Exercise aim -> State how many lines in the records below contain the word "Kaaj". Nothing else is needed.

Information ->
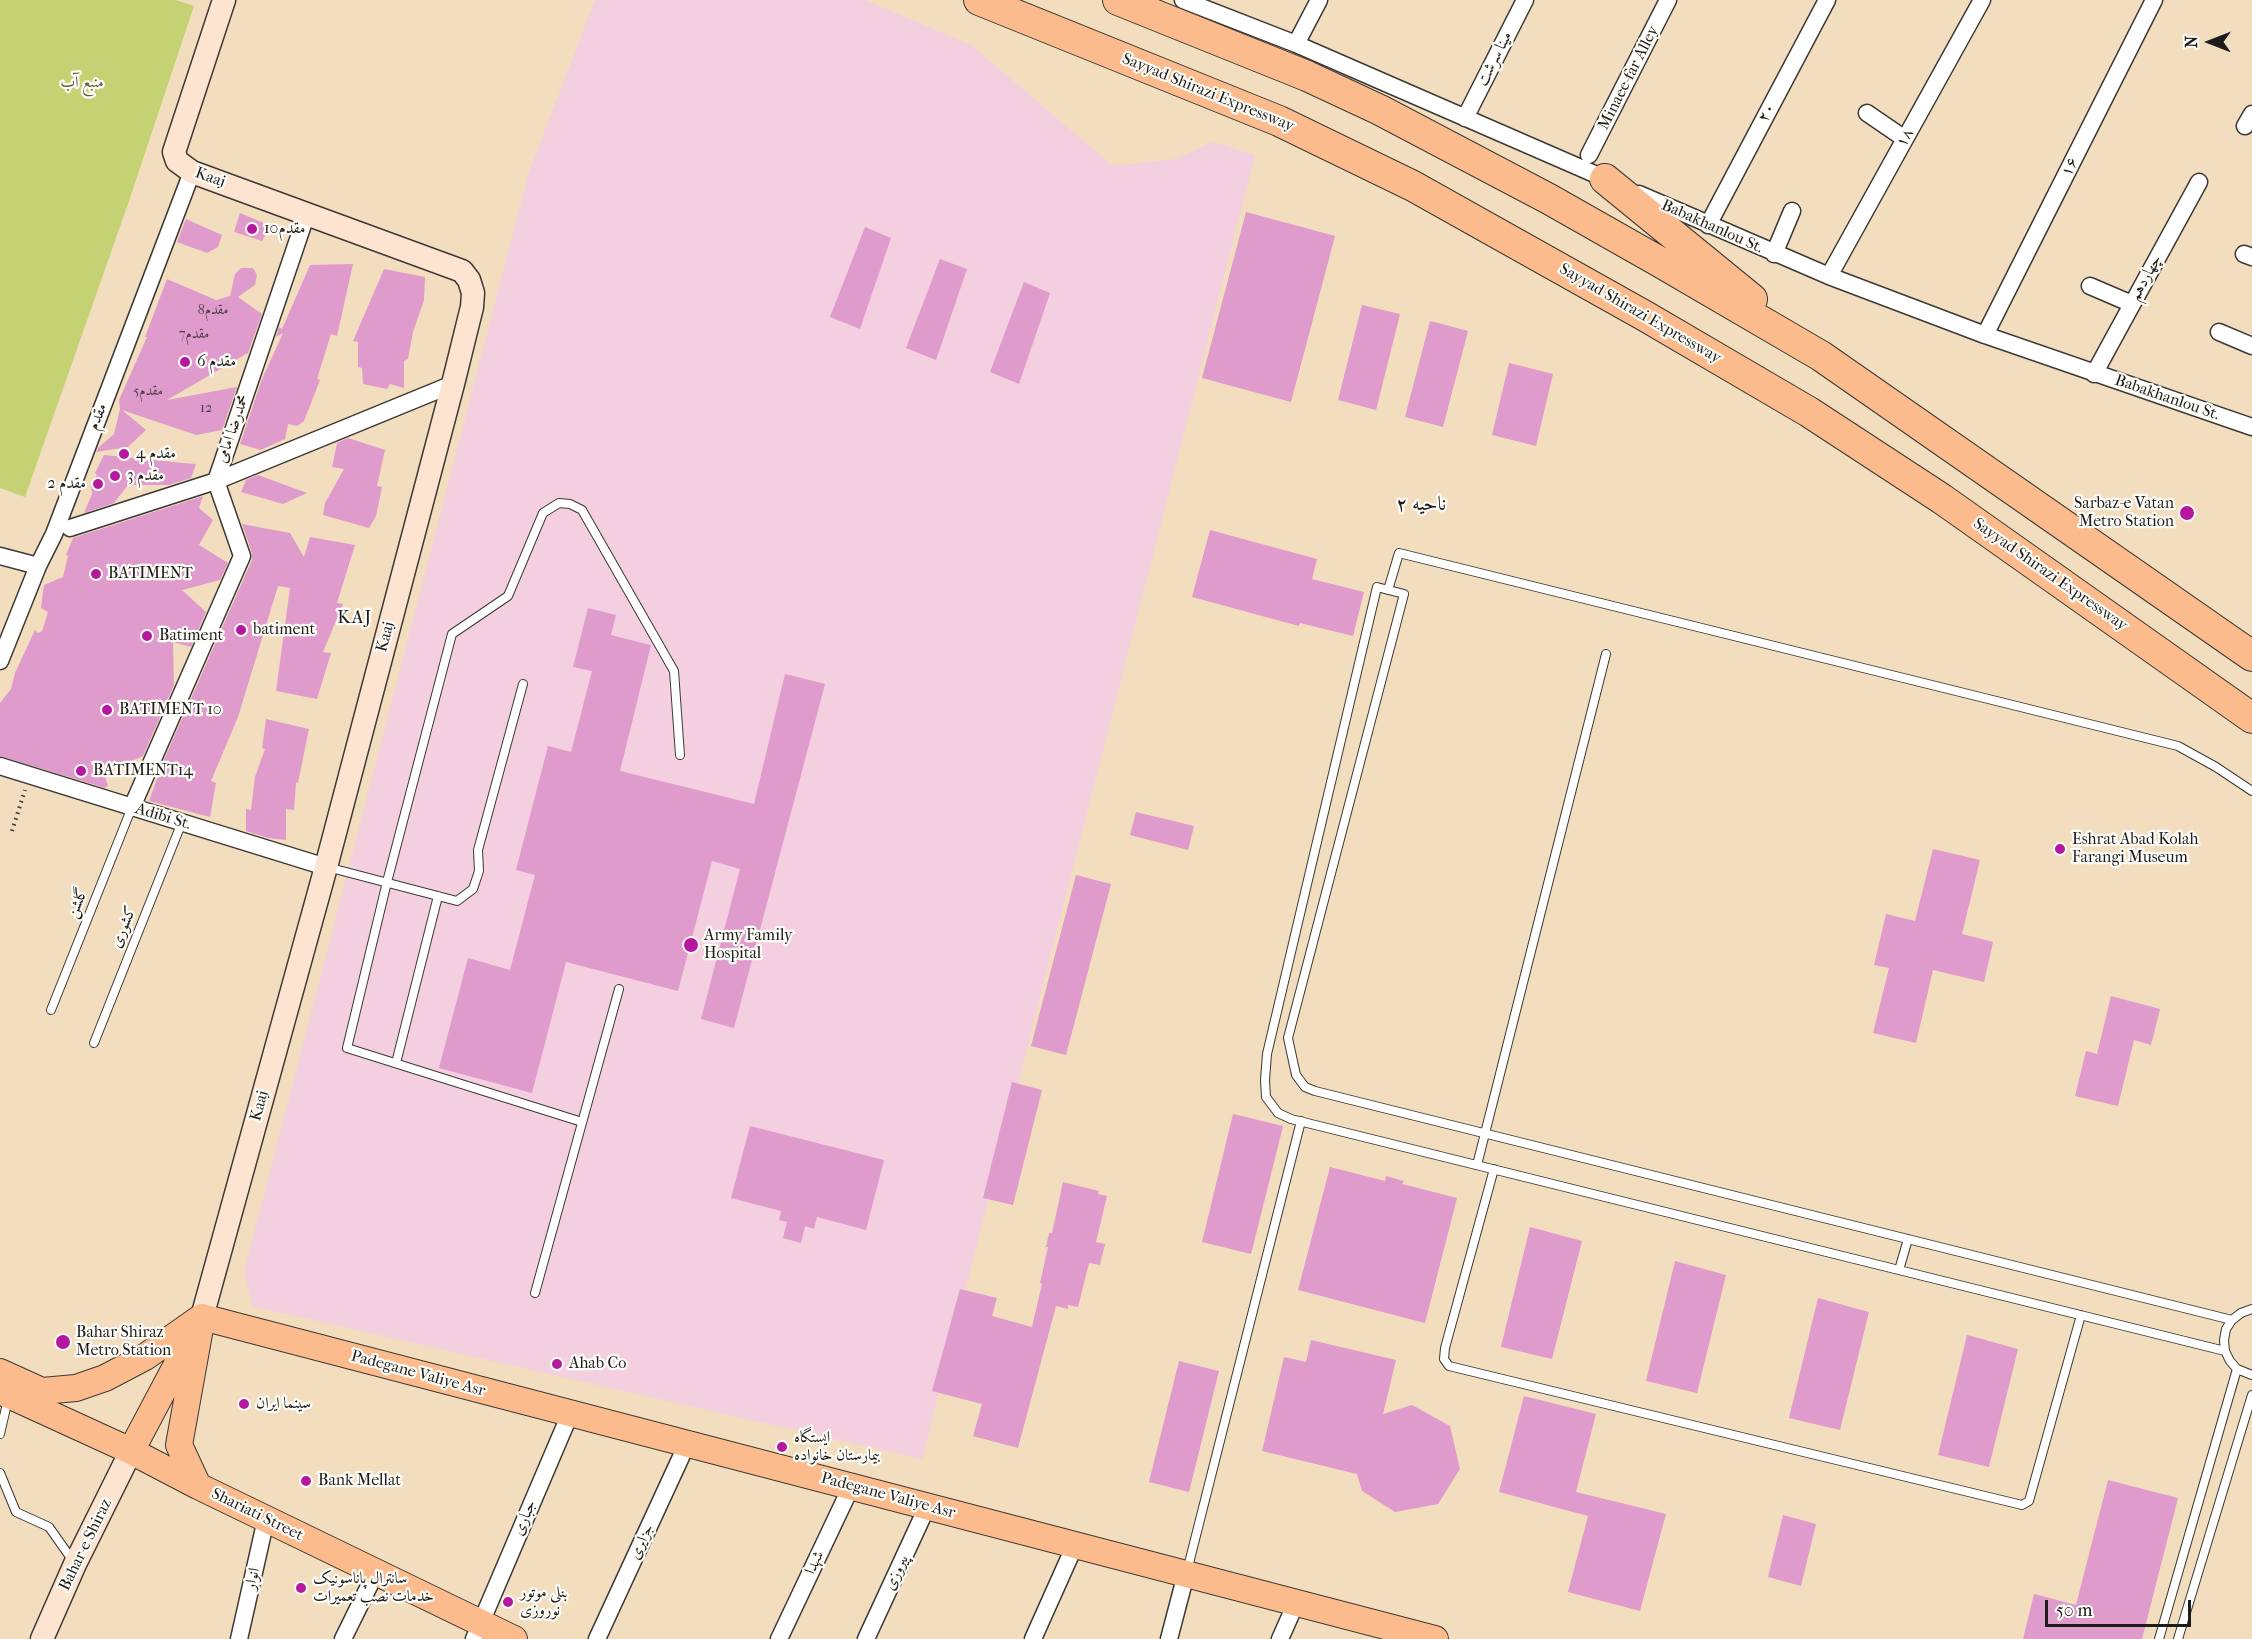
<!DOCTYPE html>
<meta charset="utf-8">
<style>
body{margin:0}
#map{position:relative;width:2252px;height:1639px;overflow:hidden;background:#f3ddbf;font-family:"IM FELL French Canon",serif}
canvas{display:block}
.north{position:absolute;left:2180px;top:12px;width:60px;height:60px;-webkit-text-stroke:4px #fdfcf7;paint-order:stroke;rotate:270deg;font-size:16px;font-weight:700;line-height:24px;text-align:center;color:#1c1c1c}
.north::after{content:'';display:block;margin:auto;width:21px;height:27px;background:#1c1c1c;clip-path:polygon(50% 0,100% 100%,50% 72%,0 100%)}
.scale{position:absolute;left:2045px;top:1600px;width:146px;height:27px;box-sizing:border-box;border:3px solid #1c1c1c;border-top:0;padding-left:8px;font-size:18px;line-height:21px;white-space:nowrap;color:#1c1c1c;-webkit-text-stroke:4px #fdfcf7;paint-order:stroke}
</style>
<div id="map">
<canvas width="2252" height="1639"></canvas>
<div class="north">N</div>
<div class="scale">50 m</div>
</div>
<script>
const context = document.querySelector('canvas').getContext('2d');
context.lineJoin = 'round';
function fillPath(path, color) { context.fillStyle = color; context.fill(path, 'evenodd'); }
const toPath = rows => new Path2D(rows.map(r => 'M' + r).join(''));
function stroke(path, color, width, dash) { context.strokeStyle = color; context.lineWidth = width; context.lineCap = dash ? 'butt' : 'round'; context.setLineDash(dash || []); context.stroke(path); }
function drawText(font, color, halo, rows, align = 'center') {
  context.font = font + ' "IM FELL French Canon",Amiri,serif'; context.lineWidth = 4.5; context.setLineDash([]); context.textBaseline = 'middle'; context.strokeStyle = halo; context.fillStyle = color; for (const [text, x, y, turn = 0] of rows) {
    context.save(); context.translate(x, y); context.rotate((+turn || 0) * Math.PI / 180); context.textAlign = isNaN(turn) ? turn : align; if (halo) context.strokeText(text, 0, 0); context.fillText(text, 0, 0); context.restore();
  }
}
fillPath(toPath([
 [595,0,865,0,971,45,1113,166,1176,159,1213,142,1255,155,922,1459,252,1306,244,1272,529,172]
]), '#f3cfe0');
fillPath(toPath([
 [0,0,176,0,194,6,129,201,25,497,0,488]
]), '#c5d274');
fillPath(toPath([
 [1246,212,1335,236,1291,402,1202,378],
 [240,213,271,226,262,241,234,232],
 [186,219,222,235,218,247,207,253,177,242],
 [865,227,891,238,860,329,830,317],
 [940,259,967,269,936,360,906,348],
 [353,264,337,336,331,334,317,379,320,380,304,421,297,426,288,424,285,439,261,450,240,444,262,379,283,333,276,337,279,327,282,329,310,265],
 [241,268,253,268,257,275,255,285,238,297,262,314,248,353,167,400,237,387,222,430,196,435,122,410,146,430,128,447,96,452,99,447,114,434,120,409,119,400,147,337,145,337,167,279,216,300,230,296,235,274],
 [384,269,425,277,424,300,413,332,408,359,404,361,404,388,390,384,387,389,363,384,362,368,358,367,358,342,353,341],
 [1024,282,1050,293,1019,384,990,372],
 [1362,305,1400,314,1376,410,1338,400],
 [1430,321,1468,331,1443,427,1405,417],
 [1509,363,1553,374,1536,446,1492,435],
 [348,438,385,450,377,486,382,487,376,516,369,528,323,515,325,503,344,469,332,467,337,443],
 [104,455,183,463,196,464,191,478,169,485,128,485,114,503,84,513,92,494,91,486,97,475,95,473],
 [258,475,307,493,283,504,241,492,246,480],
 [203,496,199,508,213,520,199,545,228,563,220,580,182,590,206,612,191,647,173,642,174,685,143,756,132,761,101,766,108,785,105,788,0,756,0,703,11,689,15,673,35,630,38,633,42,631,48,612,41,608,44,585,63,577,68,556,66,555,73,538],
 [242,524,290,533,304,557,310,537,355,545,337,603,343,604,323,652,331,653,317,699,276,691,290,588,278,586,238,717,211,781,216,783,210,817,149,801,163,762,252,560,252,553],
 [1210,530,1317,559,1312,579,1364,592,1353,636,1300,623,1299,626,1192,597],
 [588,608,616,615,611,635,651,645,620,771,754,804,785,674,825,684,734,1028,701,1019,740,869,712,861,678,991,566,962,532,1093,439,1068,468,958,510,970,535,875,516,870,548,746,571,752,592,671,573,667],
 [266,719,309,729,298,783,296,782,294,810,286,809,286,840,268,838,246,831,246,809,251,810,255,777,265,749,262,748],
 [1136,812,1194,826,1188,850,1130,835],
 [1933,849,1980,860,1962,934,1993,942,1984,982,1933,970,1916,1043,1873,1033,1889,968,1874,965,1886,914,1915,921],
 [1076,875,1111,884,1066,1055,1031,1046],
 [2111,996,2160,1009,2151,1045,2134,1040,2118,1106,2075,1096,2086,1051,2097,1054],
 [1012,1082,1042,1090,1013,1205,983,1198],
 [1233,1114,1283,1126,1251,1254,1202,1242],
 [750,1126,884,1160,866,1230,817,1217,814,1229,805,1226,801,1243,783,1238,787,1222,779,1220,781,1211,731,1198],
 [1330,1167,1385,1181,1386,1176,1404,1181,1402,1184,1457,1198,1425,1323,1298,1290],
 [1063,1182,1099,1191,1098,1194,1107,1196,1096,1242,1105,1244,1100,1265,1089,1263,1078,1307,1068,1305,1068,1309,1056,1306,1018,1448,973,1436,982,1404,932,1391,960,1289,997,1298,992,1316,1032,1327,1042,1284,1040,1283,1048,1247,1046,1247,1049,1233,1052,1233],
 [1530,1227,1582,1241,1552,1359,1501,1347],
 [1675,1261,1726,1275,1697,1393,1646,1381],
 [1818,1298,1869,1312,1840,1430,1789,1418],
 [1967,1335,2018,1349,1989,1467,1938,1455],
 [1311,1340,1396,1360,1383,1414,1412,1405,1450,1426,1460,1469,1438,1504,1395,1512,1362,1491,1357,1474,1262,1451,1284,1357,1306,1362],
 [1179,1361,1219,1371,1189,1492,1149,1482],
 [1524,1396,1596,1414,1576,1492,1666,1514,1640,1611,1568,1592,1588,1516,1499,1492],
 [2108,1480,2178,1498,2142,1639,2023,1639,2034,1594,2076,1605],
 [1783,1515,1816,1524,1801,1586,1768,1577]
]), '#df9bcc');
const lane = toPath([
 [1388,590,1399,553,2178,746,2216,767,2252,791],
 [327,867,457,901,473,889,479,871,478,850,523,684],
 [51,1010,132,807],
 [94,1043,182,822],
 [396,1063,438,896],
 [582,1122,347,1048,387,882,452,634,508,596,543,513,559,503,570,504,582,510,674,671,680,755],
 [1477,1165,1606,654],
 [1494,1169,1445,1348,1444,1359,1449,1366,2022,1505,2029,1501,2081,1315],
 [1899,1270,1908,1239],
 [535,1293,619,989],
 [2252,1309,2241,1313,2232,1320,2226,1329,2224,1340,2225,1351,2230,1361,2237,1369,2252,1375],
 [2225,1351,1291,1119,1278,1113,1266,1097,1265,1080,1267,1054,1377,587,1404,594,1288,1038,1296,1075,1305,1087,1315,1091,2232,1320],
 [0,1434,8,1399],
 [0,1473,16,1512,49,1527,73,1561],
 [1187,1571,1301,1121],
 [2159,1639,2237,1369],
 [2178,1639,2252,1395]
]);
const street = toPath([
 [1183,0,1296,44,1613,182],
 [1296,44,1319,0],
 [1867,113,1905,139],
 [1465,118,1525,0],
 [2245,126,2252,114],
 [1589,155,1668,0],
 [1639,194,1829,276,1985,335,2252,427],
 [1708,225,1827,0],
 [1774,254,1792,211],
 [2244,254,2252,257],
 [1829,276,1982,0],
 [2090,286,2132,304],
 [2219,332,2252,346],
 [1985,335,2154,0],
 [2094,374,2199,182],
 [70,528,216,481,453,384],
 [0,556,38,566],
 [0,661,38,566,54,534,192,172],
 [0,766,326,867],
 [132,807,242,556,216,481,307,213],
 [239,1639,266,1519],
 [343,1639,376,1572],
 [474,1639,570,1414],
 [597,1639,687,1444],
 [779,1639,851,1487],
 [866,1639,927,1507],
 [1033,1639,1075,1545],
 [1169,1639,1186,1574],
 [1280,1639,1296,1603]
]);
const secondary = toPath([
 [202,1317,326,867,453,384,472,307,473,293,469,280,462,271,192,172,177,161,174,152,224,0],
 [42,1639,75,1564,131,1451]
]);
const primary = toPath([
 [202,1317,1435,1639],
 [0,1372,42,1391,76,1388,105,1378,145,1357,202,1317],
 [0,1391,131,1451,198,1486,514,1639],
 [131,1451,192,1336],
 [198,1486,179,1445,202,1317]
]);
const highway = toPath([
 [979,0,1279,121,1413,186,1645,316,1809,412,1942,499,2252,718],
 [1118,0,1307,76,1380,110,1549,199,1660,262,1821,356,2252,656],
 [1605,179,1752,299]
]);
stroke(lane, '#3c3934', 10);
stroke(street, '#3c3934', 19);
stroke(secondary, '#3c3934', 25);
stroke(primary, '#3c3934', 28);
stroke(highway, '#3c3934', 32);
stroke(toPath([
 [12,831,25,790]
]), '#3c3934', 4, [1.5, 4.5]);
stroke(lane, '#fff', 8);
stroke(street, '#fff', 16);
stroke(secondary, '#fde4d1', 22);
stroke(primary, '#fbbb8d', 26);
stroke(highway, '#fbbb8d', 30);
for (const [x, y, r, color] of [
 [252,229,6,"#b5179e"],
 [185,362,6,"#b5179e"],
 [124,454,6,"#b5179e"],
 [115,476,6,"#b5179e"],
 [98,484,6,"#b5179e"],
 [2187,513,8,"#b5179e"],
 [96,574,6,"#b5179e"],
 [241,630,6,"#b5179e"],
 [147,636,6,"#b5179e"],
 [107,710,6,"#b5179e"],
 [81,771,6,"#b5179e"],
 [2060,849,6,"#b5179e"],
 [691,945,8,"#b5179e"],
 [63,1342,8,"#b5179e"],
 [557,1364,6,"#b5179e"],
 [244,1404,6,"#b5179e"],
 [782,1447,6,"#b5179e"],
 [306,1481,6,"#b5179e"],
 [301,1588,6,"#b5179e"],
 [508,1602,6,"#b5179e"]
]) { const dot = new Path2D(); dot.arc(x, y, r, 0, 2 * Math.PI); context.fillStyle = color; context.fill(dot); stroke(dot, '#fdfcf7', 2); }
drawText('14px', '#4d3c48', null, [
 ["8مقدم",213,311],
 ["7مقدم",194,335],
 ["5مقدم",148,392],
 ["12",206,409]
]);
drawText('16px', '#1c1c1c', '#fdfcf7', [
 ["مینا سرشت",1495,59,-63],
 ["Minaee-far Alley",1629,78,-63],
 ["Sayyad Shirazi Expressway",1208,93,22],
 ["۲۰",1767,113,-62],
 ["۱۸",1905,138,-61],
 ["۱۶",2070,167,-63],
 ["Kaaj",210,178,20],
 ["Babakhanlou St.",1712,227,24],
 ["چهاردهم",2146,278,-61],
 ["Sayyad Shirazi Expressway",1640,314,30],
 ["Babakhanlou St.",2167,398,19],
 ["مقدم",98,417,-69],
 ["محمدرضا امامی",233,429,-71],
 ["Sayyad Shirazi Expressway",2050,575,35],
 ["Kaaj",386,637,-75],
 ["Adibi St.",163,817,17],
 ["گلشن",78,903,-68],
 ["کشوری",124,927,-68],
 ["Kaaj",260,1106,-75],
 ["Padegane Valiye Asr",418,1374,15],
 ["Padegane Valiye Asr",888,1496,15],
 ["Shariati Street",257,1515,26],
 ["جباری",525,1518,-67],
 ["جزایری",642,1542,-65],
 ["Bahar-e Shiraz",86,1545,-64],
 ["شهدا",815,1563,-65],
 ["پیروزی",897,1573,-65],
 ["انوار",253,1579,-77]
]);
drawText('16px', '#575c3b', '#fdfcf7', [
 ["منبع آب",82,83]
]);
drawText('16px', '#1c1c1c', '#fdfcf7', [
 ["10مقدم",264,229],
 ["6 مقدم",197,362],
 ["4 مقدم",136,454],
 ["3 مقدم",127,476],
 ["مقدم 2",86,484,"right"],
 ["Sarbaz-e Vatan",2174,504,"right"],
 ["Metro Station",2174,522,"right"],
 ["BATIMENT",108,574],
 ["batiment",253,630],
 ["Batiment",159,636],
 ["BATIMENT 10",119,710],
 ["BATIMENT14",93,771],
 ["Eshrat Abad Kolah",2072,840],
 ["Farangi Museum",2072,858],
 ["Army Family",704,936],
 ["Hospital",704,954],
 ["Bahar Shiraz",76,1333],
 ["Metro Station",76,1351],
 ["Ahab Co",569,1364],
 ["سینما ایران",256,1404],
 ["ایستگاه",794,1438],
 ["بیمارستان خانواده",794,1456],
 ["Bank Mellat",318,1481],
 ["سانترال پاناسونیک",313,1579],
 ["خدمات نصب تعمیرات",313,1597],
 ["بنلی موتور",520,1593],
 ["نوروزی",520,1611]
], 'left');
context.letterSpacing = '1.5px';
drawText('18px', '#1c1c1c', '#fdfcf7', [
 ["KAJ",355,619]
]);
context.letterSpacing = '0px';
drawText('20px', '#1c1c1c', '#fdfcf7', [
 ["ناحیه ۲",1421,505]
]);
</script>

Expected answer -> 3